A little debate took place at work today. Is the phrase “Walking on tenderhooks” or “walking on tender hooves”?
I was telling a story and said, “We were all walking around on tenderhooks.” I continued the story and at the end, both L-Train and Young Attorney said, “walking on WHAT?”
“Tenderhooks,” I replied.
“Don’t you mean tender hooves?” L-Train asked.
“Tender hooves – what are those?”
So we quickly consulted Wikipedia (the source of all online knowledge) and didn’t get a good answer.
So I did a general search on the phrase “walking on tenderhooks” and Yahoo said, “Do you mean ‘tenterhooks’?”
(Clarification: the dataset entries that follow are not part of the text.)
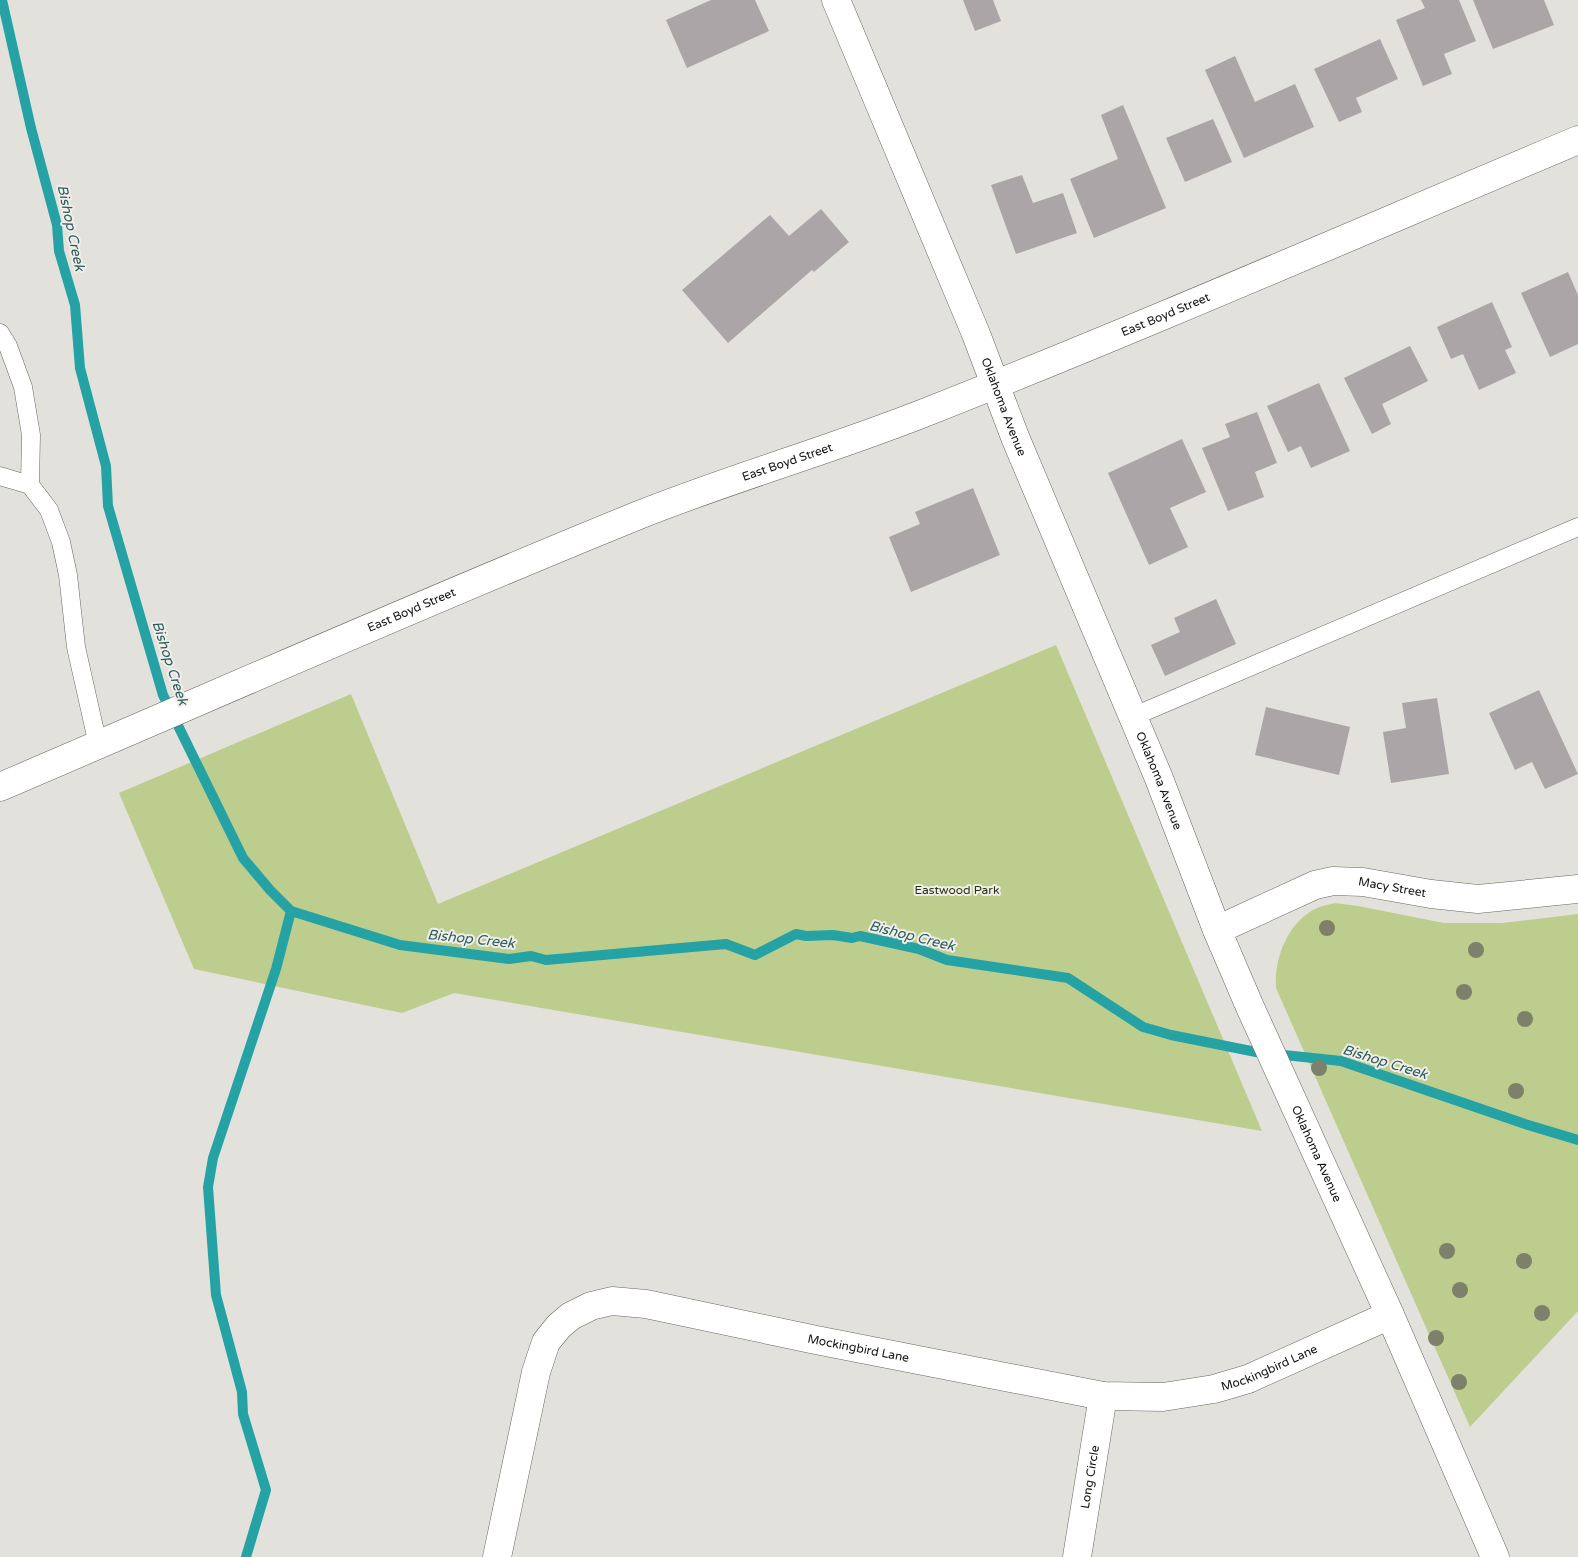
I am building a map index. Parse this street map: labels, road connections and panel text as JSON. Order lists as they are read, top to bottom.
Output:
{
  "streets": {
    "street": [
      "East Boyd Street",
      "Oklahoma Avenue",
      "Macy Street",
      "Mockingbird Lane",
      "Long Circle"
    ]
  },
  "crossings": [
    ["East Boyd Street", "Oklahoma Avenue"],
    ["Oklahoma Avenue", "Macy Street"],
    ["Oklahoma Avenue", "Mockingbird Lane"],
    ["Mockingbird Lane", "Long Circle"]
  ],
  "water": ["Bishop Creek"],
  "parks": ["Eastwood Park"]
}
“Tenterhooks?” Young Attorney questioned. “What’s that?”
So we clicked.
And this is what we read:
Well, a “tenter” is, or was, a wooden frame on which freshly-woven cloth was stretched as it dried (“tenter” comes from the Latin “tendere” — “to stretch”). “Tenterhooks” were the hooks on the tenter which held the cloth in place, and, back when everyone knew what tenters were, “to be on tenterhooks” must have seemed like an excellent metaphor for “being in a painful state of suspense.” According to the Oxford English Dictionary, the phrase was first used in this sense in the mid-18th century by Tobias Smollet (“I left him upon the tenter-hooks of impatient uncertainty”).
I was pleased that I was only off by one letter, and basically had it right. After a search for tender hooves just now, I found nothing on that other than horses with injuries.
Anyway, we put the word and its brief definition on Young Attorney’s white board – I predict we’ll all be saying it a lot tomorrow, if only to torture another attorney who will most likely insist that it’s “tenderhooves.”